Stored data:
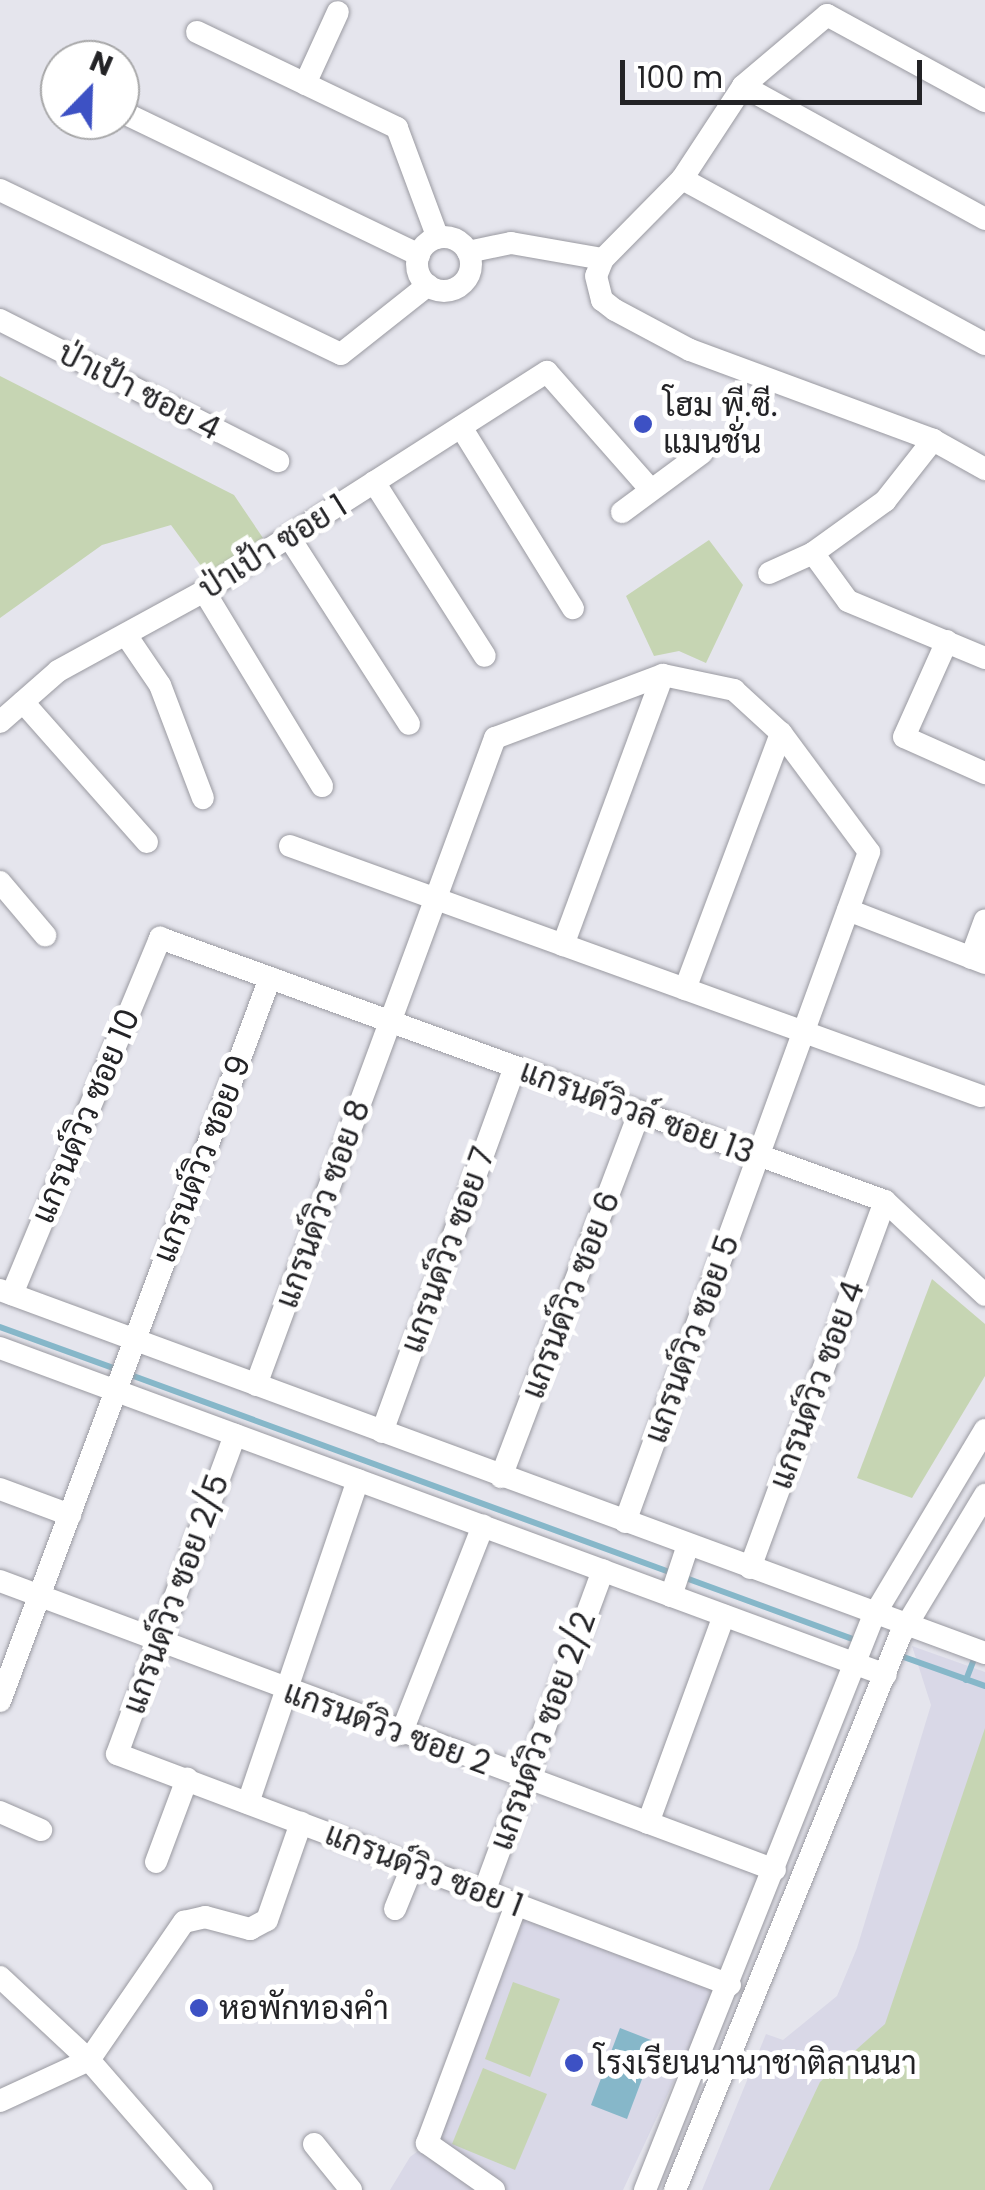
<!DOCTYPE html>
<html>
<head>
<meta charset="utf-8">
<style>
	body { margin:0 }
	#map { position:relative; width:985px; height:2190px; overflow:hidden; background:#e5e5ed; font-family:Poppins,Sarabun,sans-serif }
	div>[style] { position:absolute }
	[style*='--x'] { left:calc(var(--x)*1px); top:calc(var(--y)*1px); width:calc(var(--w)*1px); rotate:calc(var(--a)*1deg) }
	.built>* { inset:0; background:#d9d8e7 }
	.green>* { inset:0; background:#c6d5b3 }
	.water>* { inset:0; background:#86b7c9 }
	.stream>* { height:6px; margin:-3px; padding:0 3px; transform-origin:3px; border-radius:3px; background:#86b7c9 }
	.roads { filter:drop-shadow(0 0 2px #9a9aa1) drop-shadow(0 0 2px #9a9aa1) }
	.minor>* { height:22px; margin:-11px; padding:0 11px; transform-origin:11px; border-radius:11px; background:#fff }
	.minor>.ring { margin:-11px; padding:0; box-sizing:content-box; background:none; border:22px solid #fff; border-radius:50% }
	.dots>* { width:28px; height:28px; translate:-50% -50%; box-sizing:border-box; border:5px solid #fff; border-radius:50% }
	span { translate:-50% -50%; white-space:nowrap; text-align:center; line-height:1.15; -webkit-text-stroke:10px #fff; paint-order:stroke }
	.street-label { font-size:32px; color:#232326 }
	.poi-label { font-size:32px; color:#232326 }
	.left { translate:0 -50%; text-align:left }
	.north { position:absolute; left:40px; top:40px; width:100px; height:100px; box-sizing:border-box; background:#fff; border:2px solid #a7a7a8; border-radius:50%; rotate:23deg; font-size:28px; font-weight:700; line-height:40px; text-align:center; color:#232326 }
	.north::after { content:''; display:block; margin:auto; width:35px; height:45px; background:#3d51c4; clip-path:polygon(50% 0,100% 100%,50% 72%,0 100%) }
	.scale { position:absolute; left:620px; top:60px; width:302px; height:45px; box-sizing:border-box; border:5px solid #232326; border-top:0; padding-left:12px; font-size:30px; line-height:35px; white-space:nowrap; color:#232326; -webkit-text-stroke:8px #fff; paint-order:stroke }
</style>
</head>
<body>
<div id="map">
	<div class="built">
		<div style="clip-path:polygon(912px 1646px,985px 1672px,985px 2190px,702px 2190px,766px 2034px,783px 2040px,837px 1996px,857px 1948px,931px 1705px)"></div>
		<div style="clip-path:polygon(525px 1917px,717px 1989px,623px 2190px,390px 2190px,410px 2157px,435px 2138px)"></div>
	</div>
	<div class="green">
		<div style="clip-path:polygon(0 376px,234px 495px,263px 538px,207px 574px,171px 525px,102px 545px,0 618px)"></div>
		<div style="clip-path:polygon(709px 540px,743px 585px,706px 663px,679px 651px,654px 656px,626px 596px)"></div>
		<div style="clip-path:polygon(932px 1279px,985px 1324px,985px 1376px,912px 1498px,857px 1478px)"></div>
		<div style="clip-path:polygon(985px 1728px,985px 2190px,769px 2190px,820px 2082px,885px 2024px)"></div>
		<div style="clip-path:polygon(513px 1982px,560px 1999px,530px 2077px,485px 2059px)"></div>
		<div style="clip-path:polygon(483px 2068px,547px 2094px,515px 2170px,452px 2144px)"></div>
	</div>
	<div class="water">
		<div style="clip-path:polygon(620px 2028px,656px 2042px,627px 2119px,591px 2105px)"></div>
	</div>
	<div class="stream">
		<div style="--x:0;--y:1327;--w:123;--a:19.9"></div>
		<div style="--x:128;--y:1374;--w:777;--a:20.09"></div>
		<div style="--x:898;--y:1655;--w:92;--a:19.6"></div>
		<div style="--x:966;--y:1680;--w:25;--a:-69"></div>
	</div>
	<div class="roads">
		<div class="minor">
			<div style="--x:197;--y:32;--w:222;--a:25.6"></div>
			<div style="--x:397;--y:128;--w:117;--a:69.6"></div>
			<div style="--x:305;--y:84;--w:79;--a:-65.4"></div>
			<div style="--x:743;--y:86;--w:110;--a:-40.2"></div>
			<div style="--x:827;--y:15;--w:180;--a:28.6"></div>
			<div style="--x:120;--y:111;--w:332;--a:25.7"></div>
			<div style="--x:682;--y:179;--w:111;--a:-56.7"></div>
			<div style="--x:743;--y:86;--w:276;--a:28.8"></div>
			<div style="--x:0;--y:190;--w:378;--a:25.7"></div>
			<div style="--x:341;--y:354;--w:111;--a:-38.4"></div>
			<div class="ring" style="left:417px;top:237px;width:32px;height:32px"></div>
			<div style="--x:468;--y:252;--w:44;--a:-11.8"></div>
			<div style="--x:511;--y:243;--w:93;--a:9.9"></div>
			<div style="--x:0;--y:320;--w:312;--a:26.9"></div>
			<div style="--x:985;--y:344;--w:345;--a:-151.4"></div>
			<div style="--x:682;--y:179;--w:112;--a:134.6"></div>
			<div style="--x:603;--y:259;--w:18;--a:112"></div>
			<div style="--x:596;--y:276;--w:25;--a:76"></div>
			<div style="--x:602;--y:300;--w:16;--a:38"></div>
			<div style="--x:615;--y:310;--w:85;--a:28.1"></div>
			<div style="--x:690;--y:350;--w:259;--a:20.3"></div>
			<div style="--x:933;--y:440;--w:60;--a:29.1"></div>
			<div style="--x:461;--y:427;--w:213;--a:58.3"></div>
			<div style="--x:374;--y:482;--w:206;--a:57.5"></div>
			<div style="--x:622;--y:512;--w:99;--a:-36.4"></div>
			<div style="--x:289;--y:537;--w:222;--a:57.3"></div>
			<div style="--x:813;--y:553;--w:59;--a:53.9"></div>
			<div style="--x:848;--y:601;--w:148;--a:22.6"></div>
			<div style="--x:769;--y:573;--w:48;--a:-24.4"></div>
			<div style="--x:813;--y:553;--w:89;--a:-35.8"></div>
			<div style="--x:885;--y:501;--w:78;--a:-51.8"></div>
			<div style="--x:204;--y:591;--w:228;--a:58.8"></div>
			<div style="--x:126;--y:635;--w:60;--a:55.8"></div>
			<div style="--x:160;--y:685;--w:121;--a:69.2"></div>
			<div style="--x:947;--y:641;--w:105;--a:114.1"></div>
			<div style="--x:904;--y:737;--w:89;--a:24"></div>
			<div style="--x:23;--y:702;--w:187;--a:48.5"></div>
			<div style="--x:0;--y:722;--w:77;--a:-41.3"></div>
			<div style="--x:58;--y:671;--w:166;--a:-28.7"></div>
			<div style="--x:204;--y:591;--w:407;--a:-32.6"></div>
			<div style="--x:547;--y:372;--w:157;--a:48.6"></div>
			<div style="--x:290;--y:846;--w:735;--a:19.89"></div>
			<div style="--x:0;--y:882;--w:70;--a:49.7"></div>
			<div style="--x:848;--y:910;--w:147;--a:21.1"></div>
			<div style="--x:563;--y:945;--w:288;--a:-69.7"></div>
			<div style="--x:971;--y:958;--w:40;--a:-69.8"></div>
			<div style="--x:685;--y:989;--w:273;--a:-69.4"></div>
			<div style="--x:0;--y:1290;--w:1050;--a:20.23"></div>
			<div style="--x:12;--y:1294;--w:386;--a:-67.4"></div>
			<div style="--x:160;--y:938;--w:771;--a:19.94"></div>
			<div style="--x:885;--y:1201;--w:137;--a:43.2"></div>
			<div style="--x:0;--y:1348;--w:944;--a:20.26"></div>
			<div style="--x:256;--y:1385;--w:690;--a:-69.73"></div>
			<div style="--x:495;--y:738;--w:179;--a:-20.6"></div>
			<div style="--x:663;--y:675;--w:73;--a:11.9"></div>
			<div style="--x:734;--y:690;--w:64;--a:42.5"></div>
			<div style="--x:781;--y:733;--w:148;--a:53.5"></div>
			<div style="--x:869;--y:852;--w:713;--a:110.01"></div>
			<div style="--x:382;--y:1432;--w:388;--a:-70"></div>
			<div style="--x:235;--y:1435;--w:340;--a:110.3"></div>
			<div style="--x:117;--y:1754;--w:655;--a:20.65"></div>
			<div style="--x:501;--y:1477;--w:391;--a:-69.2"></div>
			<div style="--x:0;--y:1489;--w:75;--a:20.4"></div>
			<div style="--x:750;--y:1568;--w:391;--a:-69.8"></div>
			<div style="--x:0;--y:1581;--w:827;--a:20.45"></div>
			<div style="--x:671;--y:1596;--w:54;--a:-71.6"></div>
			<div style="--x:0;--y:1701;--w:772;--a:-69.52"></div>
			<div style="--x:401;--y:1734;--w:224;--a:-68.5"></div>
			<div style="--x:248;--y:1803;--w:341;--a:-71.2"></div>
			<div style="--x:0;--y:1812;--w:45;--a:23.7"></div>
			<div style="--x:648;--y:1823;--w:221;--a:-69.9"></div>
			<div style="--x:156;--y:1862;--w:89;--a:-69.5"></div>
			<div style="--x:484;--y:1892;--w:343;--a:-69.7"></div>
			<div style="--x:395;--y:1909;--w:48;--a:-67.8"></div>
			<div style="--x:0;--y:1977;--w:122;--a:43"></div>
			<div style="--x:89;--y:2060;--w:172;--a:49"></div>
			<div style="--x:0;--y:2101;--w:98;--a:-24.7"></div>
			<div style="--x:89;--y:2060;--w:168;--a:-55.5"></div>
			<div style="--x:184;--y:1922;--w:22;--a:-13"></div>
			<div style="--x:205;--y:1917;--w:47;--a:14.9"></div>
			<div style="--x:250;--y:1929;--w:19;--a:-28"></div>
			<div style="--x:267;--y:1920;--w:103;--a:-70.7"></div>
			<div style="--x:314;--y:2144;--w:59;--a:51.2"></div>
			<div style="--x:494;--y:2190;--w:82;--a:-145"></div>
			<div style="--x:427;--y:2143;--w:254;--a:-69.5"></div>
			<div style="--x:645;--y:2190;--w:617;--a:-68.3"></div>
			<div style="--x:873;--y:1617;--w:218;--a:-59.1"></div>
			<div style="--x:675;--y:2190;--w:598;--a:-67.9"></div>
			<div style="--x:900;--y:1636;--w:165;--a:-58.9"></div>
		</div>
	</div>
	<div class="dots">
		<div style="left:643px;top:424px;background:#3d51c4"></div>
		<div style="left:199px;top:2008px;background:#3d51c4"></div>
		<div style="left:574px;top:2063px;background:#3d51c4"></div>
	</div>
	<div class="street-label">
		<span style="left:139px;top:391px;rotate:27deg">ป่าเป้า ซอย 4</span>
		<span style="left:273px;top:547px;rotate:-32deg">ป่าเป้า ซอย 1</span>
		<span style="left:637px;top:1112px;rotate:20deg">แกรนด์วิวล์ ซอย 13</span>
		<span style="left:86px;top:1116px;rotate:-67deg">แกรนด์วิว ซอย 10</span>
		<span style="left:202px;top:1159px;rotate:-69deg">แกรนด์วิว ซอย 9</span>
		<span style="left:323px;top:1204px;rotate:-70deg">แกรนด์วิว ซอย 8</span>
		<span style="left:448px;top:1250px;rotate:-70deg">แกรนด์วิว ซอย 7</span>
		<span style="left:571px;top:1295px;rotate:-69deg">แกรนด์วิว ซอย 6</span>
		<span style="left:692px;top:1339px;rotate:-70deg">แกรนด์วิว ซอย 5</span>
		<span style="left:817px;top:1385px;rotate:-70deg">แกรนด์วิว ซอย 4</span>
		<span style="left:176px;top:1594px;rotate:-70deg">แกรนด์วิว ซอย 2/5</span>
		<span style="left:387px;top:1728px;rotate:20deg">แกรนด์วิว ซอย 2</span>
		<span style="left:543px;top:1731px;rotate:-70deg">แกรนด์วิว ซอย 2/2</span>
		<span style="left:424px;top:1870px;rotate:21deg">แกรนด์วิว ซอย 1</span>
	</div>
	<div class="poi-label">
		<span class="left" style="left:663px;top:424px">โฮม พี.ซี.<br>แมนชั่น</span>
		<span class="left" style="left:219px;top:2008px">หอพักทองคำ</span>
		<span class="left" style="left:594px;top:2063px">โรงเรียนนานาชาติลานนา</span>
	</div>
	<div class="north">N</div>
	<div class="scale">100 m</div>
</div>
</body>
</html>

> EXERCISE PROMPT
Filter the entries above and return only the lines holding "stream".

> EXPECTED ANSWER
	.stream>* { height:6px; margin:-3px; padding:0 3px; transform-origin:3px; border-radius:3px; background:#86b7c9 }
	<div class="stream">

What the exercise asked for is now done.